## Given information
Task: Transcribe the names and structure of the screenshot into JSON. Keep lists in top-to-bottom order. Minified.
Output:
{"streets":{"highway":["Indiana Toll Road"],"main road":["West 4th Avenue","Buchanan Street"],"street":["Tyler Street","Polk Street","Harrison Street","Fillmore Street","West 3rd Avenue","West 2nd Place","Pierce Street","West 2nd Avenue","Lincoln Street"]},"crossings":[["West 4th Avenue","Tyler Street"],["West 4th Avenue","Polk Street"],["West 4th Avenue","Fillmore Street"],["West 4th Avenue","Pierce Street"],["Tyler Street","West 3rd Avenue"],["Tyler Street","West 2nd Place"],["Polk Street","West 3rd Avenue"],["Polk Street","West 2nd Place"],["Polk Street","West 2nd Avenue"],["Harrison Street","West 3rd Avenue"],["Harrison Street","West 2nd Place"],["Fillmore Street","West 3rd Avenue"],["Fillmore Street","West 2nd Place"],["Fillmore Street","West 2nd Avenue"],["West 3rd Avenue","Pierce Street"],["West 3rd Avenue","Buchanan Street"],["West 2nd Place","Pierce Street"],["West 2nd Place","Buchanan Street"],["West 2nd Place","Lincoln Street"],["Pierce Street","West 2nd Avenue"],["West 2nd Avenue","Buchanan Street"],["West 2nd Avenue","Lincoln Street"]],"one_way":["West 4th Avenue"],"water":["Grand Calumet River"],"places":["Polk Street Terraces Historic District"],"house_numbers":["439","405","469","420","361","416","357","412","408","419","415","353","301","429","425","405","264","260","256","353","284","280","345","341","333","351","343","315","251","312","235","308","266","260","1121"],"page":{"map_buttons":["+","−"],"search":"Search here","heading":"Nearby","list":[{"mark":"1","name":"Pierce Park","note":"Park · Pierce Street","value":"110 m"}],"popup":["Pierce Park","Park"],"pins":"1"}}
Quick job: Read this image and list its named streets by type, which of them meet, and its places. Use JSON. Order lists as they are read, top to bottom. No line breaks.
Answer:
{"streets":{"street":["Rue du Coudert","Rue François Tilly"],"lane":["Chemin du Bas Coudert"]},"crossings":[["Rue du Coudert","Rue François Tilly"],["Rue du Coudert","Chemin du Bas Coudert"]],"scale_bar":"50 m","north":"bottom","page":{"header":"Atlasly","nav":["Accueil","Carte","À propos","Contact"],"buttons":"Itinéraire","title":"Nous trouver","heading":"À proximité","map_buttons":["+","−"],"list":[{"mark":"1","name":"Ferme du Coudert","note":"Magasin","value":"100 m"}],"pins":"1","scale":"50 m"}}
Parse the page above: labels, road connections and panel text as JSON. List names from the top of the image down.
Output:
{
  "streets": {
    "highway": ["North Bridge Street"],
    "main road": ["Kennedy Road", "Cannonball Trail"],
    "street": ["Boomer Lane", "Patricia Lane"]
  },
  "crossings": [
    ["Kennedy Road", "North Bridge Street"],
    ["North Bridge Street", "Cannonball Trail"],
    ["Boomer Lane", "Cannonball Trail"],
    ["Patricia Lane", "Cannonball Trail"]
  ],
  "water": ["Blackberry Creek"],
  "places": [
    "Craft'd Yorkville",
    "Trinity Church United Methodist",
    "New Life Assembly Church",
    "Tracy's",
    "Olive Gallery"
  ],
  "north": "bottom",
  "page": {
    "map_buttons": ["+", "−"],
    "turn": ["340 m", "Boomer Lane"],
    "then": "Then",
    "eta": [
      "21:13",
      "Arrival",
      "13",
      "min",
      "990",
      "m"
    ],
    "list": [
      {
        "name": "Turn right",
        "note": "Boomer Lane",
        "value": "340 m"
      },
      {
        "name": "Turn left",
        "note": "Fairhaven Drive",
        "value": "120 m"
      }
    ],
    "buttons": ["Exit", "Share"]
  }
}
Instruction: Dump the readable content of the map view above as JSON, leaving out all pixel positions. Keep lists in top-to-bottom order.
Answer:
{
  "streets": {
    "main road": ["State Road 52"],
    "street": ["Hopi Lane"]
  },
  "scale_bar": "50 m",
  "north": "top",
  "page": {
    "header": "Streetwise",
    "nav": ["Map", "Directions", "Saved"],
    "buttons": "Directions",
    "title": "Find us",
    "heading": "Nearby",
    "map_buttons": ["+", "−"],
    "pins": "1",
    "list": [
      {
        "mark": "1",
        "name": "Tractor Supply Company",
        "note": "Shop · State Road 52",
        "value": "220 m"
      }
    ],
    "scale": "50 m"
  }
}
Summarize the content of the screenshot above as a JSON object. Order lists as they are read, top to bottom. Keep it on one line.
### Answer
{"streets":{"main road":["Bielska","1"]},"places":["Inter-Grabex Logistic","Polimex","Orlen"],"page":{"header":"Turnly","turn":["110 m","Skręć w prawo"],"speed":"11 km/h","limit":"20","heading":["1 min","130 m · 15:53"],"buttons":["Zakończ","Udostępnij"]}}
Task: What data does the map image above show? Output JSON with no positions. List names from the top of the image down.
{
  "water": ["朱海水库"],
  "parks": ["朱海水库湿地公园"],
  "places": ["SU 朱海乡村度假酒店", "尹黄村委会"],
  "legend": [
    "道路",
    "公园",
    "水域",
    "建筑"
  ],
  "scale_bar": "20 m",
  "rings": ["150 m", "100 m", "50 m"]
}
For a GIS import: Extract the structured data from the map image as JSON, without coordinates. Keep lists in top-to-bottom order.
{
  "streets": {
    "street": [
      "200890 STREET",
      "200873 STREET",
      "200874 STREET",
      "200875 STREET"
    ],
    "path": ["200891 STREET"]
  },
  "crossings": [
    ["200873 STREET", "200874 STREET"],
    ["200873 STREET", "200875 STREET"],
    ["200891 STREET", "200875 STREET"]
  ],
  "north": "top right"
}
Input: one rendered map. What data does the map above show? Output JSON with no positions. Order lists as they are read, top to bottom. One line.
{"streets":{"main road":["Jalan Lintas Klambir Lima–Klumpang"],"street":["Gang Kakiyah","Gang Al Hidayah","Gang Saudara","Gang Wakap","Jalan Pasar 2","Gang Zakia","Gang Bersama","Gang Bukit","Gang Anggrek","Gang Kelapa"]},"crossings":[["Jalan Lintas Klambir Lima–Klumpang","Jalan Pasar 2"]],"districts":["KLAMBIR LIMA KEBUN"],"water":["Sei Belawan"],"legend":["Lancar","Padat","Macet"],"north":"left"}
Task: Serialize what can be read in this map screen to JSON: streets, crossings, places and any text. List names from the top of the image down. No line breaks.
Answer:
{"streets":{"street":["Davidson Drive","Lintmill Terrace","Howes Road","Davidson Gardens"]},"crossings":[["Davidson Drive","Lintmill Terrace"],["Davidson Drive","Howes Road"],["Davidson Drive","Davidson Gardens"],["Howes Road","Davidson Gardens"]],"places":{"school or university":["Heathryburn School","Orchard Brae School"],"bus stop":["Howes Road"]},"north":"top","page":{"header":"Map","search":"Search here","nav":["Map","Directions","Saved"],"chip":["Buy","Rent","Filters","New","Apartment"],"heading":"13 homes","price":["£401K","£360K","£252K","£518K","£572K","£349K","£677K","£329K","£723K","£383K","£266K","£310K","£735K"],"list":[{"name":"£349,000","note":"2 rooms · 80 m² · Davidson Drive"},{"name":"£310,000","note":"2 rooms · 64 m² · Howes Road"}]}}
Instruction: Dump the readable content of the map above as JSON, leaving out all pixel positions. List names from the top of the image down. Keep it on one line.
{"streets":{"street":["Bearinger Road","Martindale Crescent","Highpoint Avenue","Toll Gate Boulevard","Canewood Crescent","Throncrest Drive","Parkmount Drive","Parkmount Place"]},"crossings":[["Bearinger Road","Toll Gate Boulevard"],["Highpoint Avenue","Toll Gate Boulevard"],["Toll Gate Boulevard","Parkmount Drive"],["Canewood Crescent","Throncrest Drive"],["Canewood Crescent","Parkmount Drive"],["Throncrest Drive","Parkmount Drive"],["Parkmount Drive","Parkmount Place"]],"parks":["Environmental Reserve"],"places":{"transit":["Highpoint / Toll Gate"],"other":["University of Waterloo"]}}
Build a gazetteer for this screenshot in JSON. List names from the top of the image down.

## Work instructions
Write out every line of the data that holds the word "screenshot".

## Task response
Task: Transcribe the names and structure of the screenshot into JSON. Keep lists in top-to-bottom order. Minified.
Summarize the content of the screenshot above as a JSON object. Order lists as they are read, top to bottom. Keep it on one line.
Build a gazetteer for this screenshot in JSON. List names from the top of the image down.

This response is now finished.